Considering that Ran-GTP mediates the transport of substances from the nucleus to the cytoplasm but does not directly transport RNA, the researchers hypothesized that there might be a transport protein similar to CRM1 that promotes circRNA transport in a manner dependent on Ran-GTP. To find such a protein, they used biotin-labeled, in vitro-synthesized circRNA (SMARCA5) to enrich for nuclear proteins that bind to it. Mass spectrometry analysis revealed that the nuclear transport protein exportin-2 was enriched by SMARCA5 and that exportin-2 also binds to Ran-GTP. Knocking down exportin-2 resulted in an increase in circRNA levels in the nucleus, with no significant decrease in the cytoplasm, possibly due to the high stability of circRNA, which is not easily degraded in a short period of time. Therefore, while knocking down exportin-2, the researchers also used 4sU labeling to mark newly synthesized circRNA and found, through qPCR, an increase in the amount of circRNA enriched in the nucleus and a corresponding decrease in the cytoplasm. Sequencing and fluorescence in situ hybridization (FISH) results also supported this finding, confirming that exportin-2 is a necessary protein for circRNA transport.

Although exportin-2 can transport circRNA, the researchers did not find that it directly binds to circRNA or mRNA, suggesting that there may be an adaptor protein that connects the two. Through mass spectrometry analysis, the researchers narrowed down the potential adaptors to 10 RNA-binding proteins, ultimately predicting that the two proteins involved in mRNA localization, IGF2BP1 and IGF2BP2, might affect circRNA transport. Evidence includes: 1) IGF2BP1 and IGF2BP2 can not only bind to SMARCA5, but Ran-GTP can also enhance their affinity; 2) Cross-linking immunoprecipitation (CLIP) results show that IGF2BP1 and IGF2BP2 can directly bind to endogenous circRNA and mRNA; 3) Direct knockdown of these two proteins affected the overall expression level of circRNA but did not directly determine their impact on transport.

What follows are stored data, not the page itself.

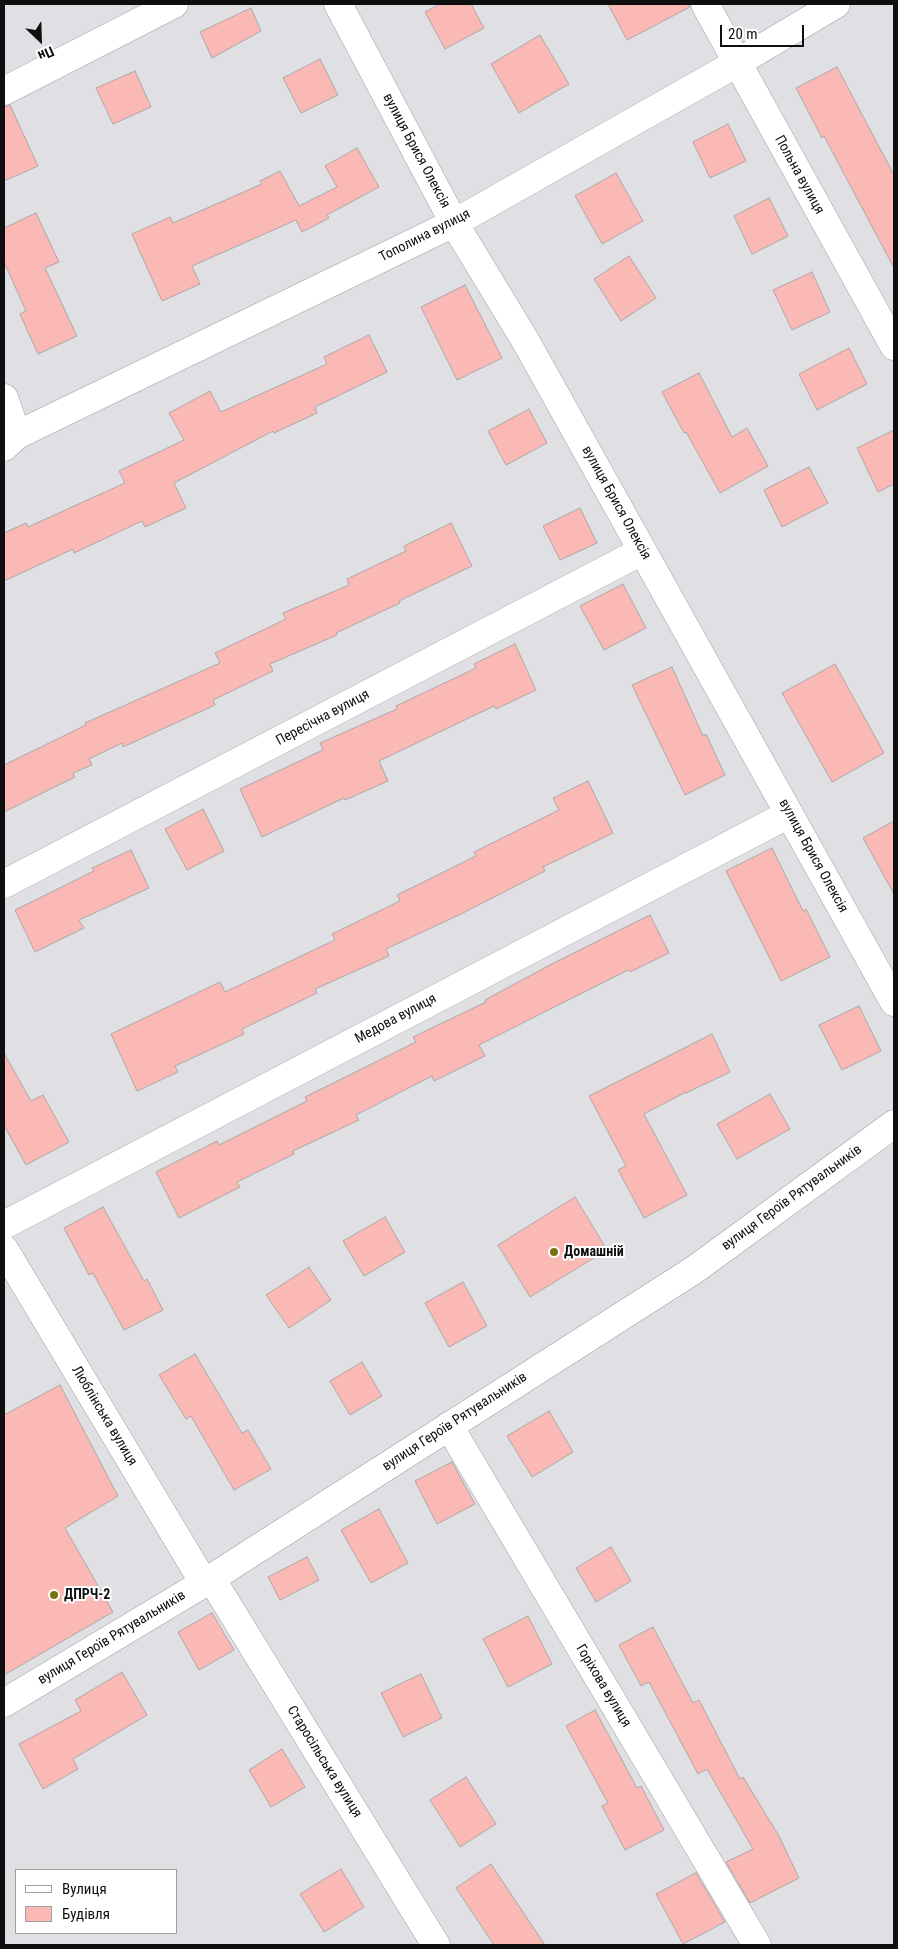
<!DOCTYPE html>
<meta charset="utf-8">
<style>
body{margin:0}
#map{position:relative;width:898px;height:1949px;overflow:hidden;background:#e0e0e4;font-family:"Roboto Condensed",sans-serif}
canvas{display:block}
.frame{position:absolute;inset:0;border:5px solid #0f0f10;pointer-events:none}
.legend{position:absolute;left:15px;top:1869px;width:162px;height:65px;box-sizing:border-box;background:#fff;border:1px solid #9f9f9f;margin:0;padding:6px 9px;list-style:none;font-size:15px;color:#0f0f10}
.legend li{display:flex;align-items:center;gap:10px;height:25px}
.legend b{width:25px;border:1px solid #9f9f9f}
.north{position:absolute;left:15px;top:15px;width:50px;height:50px;-webkit-text-stroke:4px #fff;paint-order:stroke;rotate:156deg;font-size:14px;font-weight:700;line-height:20px;text-align:center;color:#0f0f10}
.north::after{content:'';display:block;margin:auto;width:18px;height:22px;background:#0f0f10;clip-path:polygon(50% 0,100% 100%,50% 72%,0 100%)}
.scale{position:absolute;left:720px;top:25px;width:84px;height:22px;box-sizing:border-box;border:2px solid #0f0f10;border-top:0;padding-left:6px;font-size:15px;line-height:18px;white-space:nowrap;color:#0f0f10;-webkit-text-stroke:4px #fff;paint-order:stroke}
</style>
<div id="map">
<canvas width="898" height="1949"></canvas>
<div class="frame"></div>
<ul class="legend">
<li><b style="height:6px;background:#fff"></b>Вулиця</li>
<li><b style="height:14px;background:#fab9b4"></b>Будівля</li>
</ul>
<div class="north">Пн</div>
<div class="scale">20 m</div>
</div>
<script>
const c = document.querySelector('canvas').getContext('2d');
c.lineJoin = 'round';
function fillPath(path, color) { c.fillStyle = color; c.fill(path, 'evenodd'); }
const poly = rows => new Path2D(rows.map(r => 'M' + r).join(''));
function trace(path, color, width, dash) { c.strokeStyle = color; c.lineWidth = width; c.lineCap = dash ? 'butt' : 'round'; c.setLineDash(dash || []); c.stroke(path); }
function label(font, color, halo, rows, align = 'center') {
  c.font = font + ' "Roboto Condensed",sans-serif'; c.lineWidth = 4; c.setLineDash([]); c.textBaseline = 'middle'; c.strokeStyle = halo; c.fillStyle = color; for (const [text, x, y, turn = 0] of rows) {
    c.save(); c.translate(x, y); c.rotate((+turn || 0) * Math.PI / 180); c.textAlign = isNaN(turn) ? turn : align; if (halo) c.strokeText(text, 0, 0); c.fillText(text, 0, 0); c.restore();
  }
}
const building = poly([
 [440,4,471,4,484,28,445,49,425,12,440,4],
 [608,4,689,4,690,7,627,40,608,4],
 [251,8,261,31,212,58,200,32,251,8],
 [540,35,569,84,519,113,491,64,540,35],
 [320,59,338,95,301,113,283,78,320,59],
 [837,67,894,175,894,268,824,136,822,138,796,88,837,67],
 [135,71,151,107,113,124,96,88,135,71],
 [10,105,38,166,4,181,4,107,10,105],
 [728,124,746,161,710,178,693,142,728,124],
 [357,148,379,187,327,215,329,218,302,232,296,220,192,266,200,284,162,301,132,234,170,217,173,223,262,184,260,181,280,171,299,206,337,187,325,166,357,148],
 [616,173,643,221,602,244,575,196,616,173],
 [769,198,788,236,752,254,734,216,769,198],
 [36,213,59,262,45,268,77,336,38,354,20,314,26,311,4,262,4,228,36,213],
 [629,256,656,298,621,321,594,279,629,256],
 [812,272,830,312,792,330,773,290,812,272],
 [465,285,502,358,457,380,421,307,465,285],
 [369,335,387,372,315,407,317,413,274,433,273,431,174,483,186,508,145,527,142,521,74,553,73,549,4,581,4,533,26,523,28,527,125,483,119,471,184,440,169,413,210,391,221,412,327,364,324,357,369,335],
 [849,348,867,384,817,410,799,374,849,348],
 [699,373,732,437,747,428,768,466,720,493,686,432,684,433,662,392,699,373],
 [529,409,547,443,506,465,488,431,529,409],
 [894,430,894,484,878,492,857,448,894,430],
 [809,467,828,503,782,527,764,490,809,467],
 [580,508,597,543,560,560,543,526,580,508],
 [451,523,472,566,399,601,400,603,336,633,337,635,270,664,273,671,213,700,215,705,123,747,122,743,89,759,92,765,73,773,75,777,4,812,4,765,86,725,85,723,220,663,215,653,286,619,283,613,349,585,347,579,406,551,404,546,451,523],
 [623,584,646,628,604,650,580,606,623,584],
 [515,644,536,690,496,709,494,706,379,761,388,781,345,800,344,798,262,837,240,789,323,750,320,743,397,709,396,706,476,668,474,664,515,644],
 [835,664,884,753,832,782,782,693,835,664],
 [672,667,703,736,706,734,725,775,685,795,632,685,672,667],
 [588,781,613,833,543,867,545,871,461,914,386,949,389,956,315,989,317,993,242,1029,244,1034,175,1066,178,1072,137,1091,111,1034,220,982,225,992,335,940,332,934,400,901,397,895,476,856,474,852,559,810,553,798,588,781],
 [203,809,224,851,187,870,165,829,203,809],
 [894,821,894,894,863,838,894,821],
 [772,848,803,911,806,909,830,957,781,981,726,871,772,848],
 [131,850,149,888,79,920,84,928,35,952,15,910,94,871,92,868,131,850],
 [650,915,669,953,630,972,628,970,479,1045,485,1056,434,1081,432,1076,356,1115,359,1120,293,1151,294,1154,237,1182,240,1187,179,1218,156,1172,217,1141,219,1145,307,1101,305,1097,416,1042,413,1037,486,1002,485,1000,546,967,650,915],
 [859,1006,881,1051,842,1070,819,1025,859,1006],
 [712,1034,730,1072,686,1093,686,1092,644,1114,687,1195,644,1218,618,1170,626,1166,589,1096,712,1034],
 [4,1053,31,1101,43,1095,69,1142,26,1165,4,1125,4,1053],
 [770,1094,790,1129,737,1159,717,1124,770,1094],
 [575,1197,607,1250,530,1297,498,1245,575,1197],
 [103,1207,144,1281,147,1279,163,1310,124,1330,93,1273,89,1275,64,1228,103,1207],
 [385,1217,405,1252,364,1276,343,1241,385,1217],
 [309,1267,331,1300,289,1328,266,1295,309,1267],
 [463,1282,487,1326,449,1347,425,1303,463,1282],
 [195,1354,242,1433,248,1430,271,1469,234,1490,191,1416,186,1419,159,1375,195,1354],
 [362,1362,382,1396,350,1415,330,1381,362,1362],
 [60,1385,118,1496,65,1528,113,1612,4,1675,4,1415,60,1385],
 [549,1411,573,1452,532,1477,507,1436,549,1411],
 [452,1462,475,1504,437,1524,415,1481,452,1462],
 [379,1509,408,1563,371,1583,341,1530,379,1509],
 [611,1547,631,1581,596,1602,576,1568,611,1547],
 [307,1557,319,1580,280,1600,268,1577,307,1557],
 [212,1613,234,1650,199,1670,178,1632,212,1613],
 [528,1616,552,1664,508,1687,483,1639,528,1616],
 [653,1627,693,1703,699,1700,740,1779,743,1777,779,1836,799,1878,750,1903,726,1862,753,1849,707,1769,698,1774,649,1682,641,1686,619,1645,653,1627],
 [122,1672,147,1715,73,1759,78,1769,43,1789,19,1744,81,1711,75,1700,122,1672],
 [421,1674,442,1718,403,1737,381,1693,421,1674],
 [595,1710,637,1788,641,1786,664,1830,625,1850,602,1806,608,1803,566,1726,595,1710],
 [282,1749,305,1787,271,1807,249,1770,282,1749],
 [466,1777,496,1824,460,1847,430,1800,466,1777],
 [491,1864,545,1945,494,1945,456,1888,491,1864],
 [341,1869,364,1907,324,1932,300,1894,341,1869],
 [696,1873,725,1922,683,1944,656,1894,696,1873]
]);
const minor = poly([
 [705,4,894,346],
 [4,91,174,4],
 [4,398,17,435],
 [4,447,17,435,454,223,737,63,836,4],
 [4,884,642,551],
 [4,1225,789,814],
 [4,1249,204,1583],
 [449,1426,757,1945],
 [211,1578,436,1945]
]);
const tertiary = poly([
 [338,4,454,223,525,340,894,1002],
 [4,1703,204,1583,694,1270,894,1124]
]);
const markers = [
 [554,1252,5,"#7b7010"],
 [54,1595,5,"#7b7010"]
];
const streetNames = [
 ["вулиця Брися Олексія",416,151,62],
 ["Польна вулиця",799,175,61],
 ["Тополина вулиця",425,236,-27],
 ["вулиця Брися Олексія",616,503,61],
 ["Пересічна вулиця",323,718,-28],
 ["вулиця Брися Олексія",813,856,61],
 ["Медова вулиця",396,1019,-28],
 ["вулиця Героїв Рятувальників",792,1198,-36],
 ["Люблінська вулиця",104,1416,59],
 ["вулиця Героїв Рятувальників",455,1422,-33],
 ["вулиця Героїв Рятувальників",112,1638,-31],
 ["Горіхова вулиця",603,1686,59],
 ["Старосільська вулиця",324,1762,58]
];
const poiNames = [
 ["Домашній",564,1252],
 ["ДПРЧ-2",64,1595]
];
fillPath(building, '#fab9b4');
trace(building, '#aba7a7', 1);
trace(minor, '#9f9fa3', 29);
trace(tertiary, '#9f9fa3', 29);
trace(minor, '#fff', 28);
trace(tertiary, '#fff', 28);
for (const [x, y, r, color] of markers) { const dot = new Path2D(); dot.arc(x, y, r, 0, 2 * Math.PI); c.fillStyle = color; c.fill(dot); trace(dot, '#fff', 2); }
label('14px', '#0f0f10', '#fff', streetNames);
label('bold 14px', '#0f0f10', '#fff', poiNames, 'left');
</script>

Finally, to verify that exportin-2 and IGF2BP1 can jointly transport circRNA depending on Ran-GTP, the researchers first used in vitro-synthesized SMARCA5 to confirm through enrichment and in vitro reconstitution that exportin-2, IGF2BP1, Ran-GTP, and SMARCA5 can form a transport complex in vitro, and that the assembly of this complex depends on the binding of Ran and GTP. Subsequently, by using hits-CLIP to cross-link immunoprecipitation of nuclear Ran in vivo, it was confirmed that circRNA can directly bind to the complex containing Ran, and that the absence of IGF2BP1 weakens their binding. These results indicate that IGF2BP1 acts as an adaptor, mediating the formation of a transport complex between circRNA and Ran-GTP and exportin-2 in the cell, thereby promoting circRNA transport.

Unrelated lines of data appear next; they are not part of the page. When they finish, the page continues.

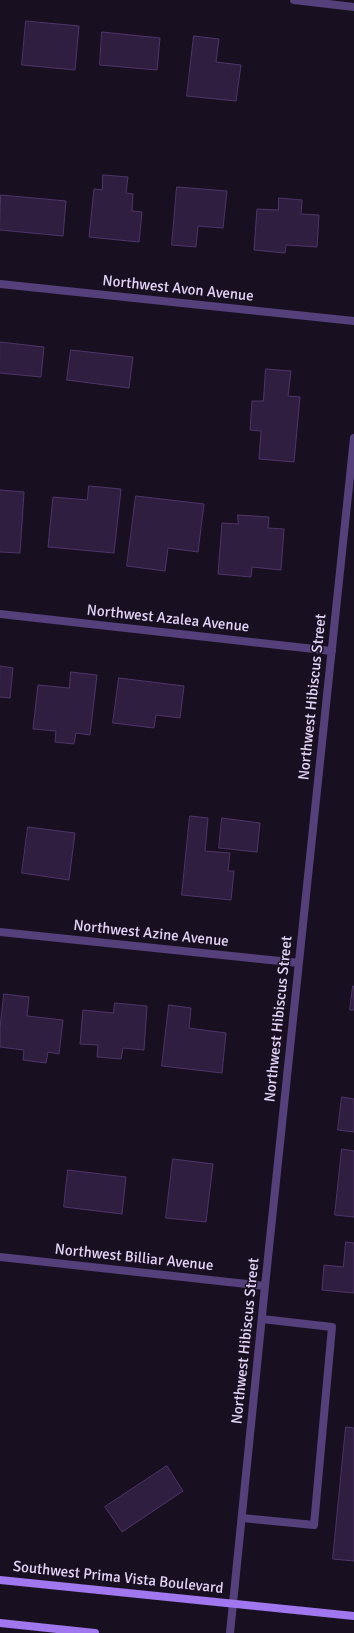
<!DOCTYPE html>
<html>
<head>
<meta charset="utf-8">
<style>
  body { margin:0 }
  canvas { display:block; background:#181021 }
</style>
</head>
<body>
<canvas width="354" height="1633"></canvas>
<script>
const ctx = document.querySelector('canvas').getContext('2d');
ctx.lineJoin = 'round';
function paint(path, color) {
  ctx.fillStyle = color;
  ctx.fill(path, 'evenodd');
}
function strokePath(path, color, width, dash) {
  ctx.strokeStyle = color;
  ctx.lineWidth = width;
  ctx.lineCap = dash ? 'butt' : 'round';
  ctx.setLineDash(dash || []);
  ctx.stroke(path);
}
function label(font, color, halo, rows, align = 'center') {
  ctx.font = font + ' Signika,sans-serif';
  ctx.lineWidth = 3;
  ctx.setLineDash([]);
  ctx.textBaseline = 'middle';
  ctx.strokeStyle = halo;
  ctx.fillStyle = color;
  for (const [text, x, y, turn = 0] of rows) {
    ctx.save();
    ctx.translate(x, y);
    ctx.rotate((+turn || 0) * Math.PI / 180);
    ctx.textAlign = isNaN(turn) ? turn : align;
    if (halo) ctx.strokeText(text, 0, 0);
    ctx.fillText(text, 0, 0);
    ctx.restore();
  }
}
const building = new Path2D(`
  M 26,21 L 79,26 L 75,70 L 22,65 Z
  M 102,32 L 160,38 L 157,70 L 100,65 Z
  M 194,36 L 219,39 L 216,62 L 241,65 L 236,101 L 187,96 Z
  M 103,175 L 128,177 L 126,193 L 133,194 L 132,211 L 142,212 L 139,242 L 89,237 L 94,189 L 102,190 Z
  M 177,187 L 227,191 L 223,228 L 198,226 L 196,247 L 172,245 Z
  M 1,195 L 66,201 L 63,236 L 0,230 Z
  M 279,198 L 302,200 L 301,214 L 319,215 L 317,247 L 286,245 L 285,253 L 254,250 L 257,209 L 278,210 Z
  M 0,342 L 44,347 L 41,377 L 0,373 Z
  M 71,350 L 133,357 L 129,388 L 67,380 Z
  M 266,369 L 291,371 L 288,396 L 300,397 L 294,462 L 259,459 L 261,431 L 250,430 L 252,401 L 263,401 Z
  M 89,486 L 121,489 L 114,553 L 48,547 L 53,497 L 87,500 Z
  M 0,490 L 24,492 L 20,553 L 0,552 Z
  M 136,496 L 204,504 L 198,552 L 168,548 L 165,571 L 127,566 Z
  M 238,515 L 269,517 L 268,528 L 284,529 L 281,570 L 252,567 L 251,577 L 218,574 L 222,523 L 238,524 Z
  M 0,666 L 13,668 L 10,698 L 0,697 Z
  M 71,672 L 97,675 L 90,735 L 76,733 L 74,744 L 55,742 L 56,731 L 33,729 L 38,685 L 69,688 Z
  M 119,678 L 184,686 L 180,718 L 156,715 L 154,728 L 113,723 Z
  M 190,816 L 208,818 L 205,851 L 230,853 L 228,871 L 234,871 L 231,900 L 182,895 Z
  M 222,818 L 260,823 L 257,852 L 219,848 Z
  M 28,827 L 75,833 L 69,880 L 22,873 Z
  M 353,986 L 354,987 L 354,1010 L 350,1010 Z
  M 4,994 L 29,997 L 27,1016 L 63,1020 L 59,1054 L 48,1052 L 46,1063 L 23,1060 L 24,1050 L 0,1047 L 0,1029 Z
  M 115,1003 L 147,1006 L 144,1050 L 123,1048 L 121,1059 L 97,1057 L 98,1045 L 80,1044 L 83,1010 L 113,1013 Z
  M 169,1005 L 191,1008 L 189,1028 L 226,1033 L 222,1073 L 162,1066 Z
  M 342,1097 L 354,1099 L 354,1132 L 338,1130 Z
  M 342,1149 L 354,1151 L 354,1217 L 335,1215 Z
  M 173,1159 L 213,1164 L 206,1222 L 166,1218 Z
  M 68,1170 L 126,1177 L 122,1214 L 64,1207 Z
  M 346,1242 L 354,1243 L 354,1293 L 322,1290 L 324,1265 L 343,1267 Z
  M 346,1427 L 354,1428 L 354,1561 L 333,1559 Z
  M 167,1466 L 183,1491 L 122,1532 L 105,1507 Z`);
paint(building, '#301e40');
strokePath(building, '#4f3369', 1);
strokePath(new Path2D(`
  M 242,1518 L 314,1525 L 332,1327 L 262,1319`), '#55407b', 8);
strokePath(new Path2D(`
  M 294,0 L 354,7
  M 0,284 L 354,321
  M 0,614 L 332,651
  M 0,932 L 299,963
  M 0,1257 L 265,1286
  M 230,1633 L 265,1286 L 354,438`), '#55407b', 8);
strokePath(new Path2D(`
  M 0,1580 L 354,1616
  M 0,1623 L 95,1633`), '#a077ef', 8);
label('15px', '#e5d5fa', '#181021', [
  ["Northwest Avon Avenue",178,289,6],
  ["Northwest Azalea Avenue",168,619,6],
  ["Northwest Hibiscus Street",313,697,-84],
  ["Northwest Azine Avenue",151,934,6],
  ["Northwest Hibiscus Street",279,1019,-84],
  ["Northwest Billiar Avenue",134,1258,6],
  ["Northwest Hibiscus Street",246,1341,-84],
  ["Southwest Prima Vista Boulevard",118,1578,6]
]);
</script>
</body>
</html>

In summary, the researchers first discovered the influence of Ran-GTP on circRNA transport, identified the transport body exportin-2 and the adaptor protein IGF2BP1 dependent on Ran-GTP, verified that these proteins form a transport complex through interaction and bind circRNA for transport, and demonstrated a unique transport pathway different from linear mRNA.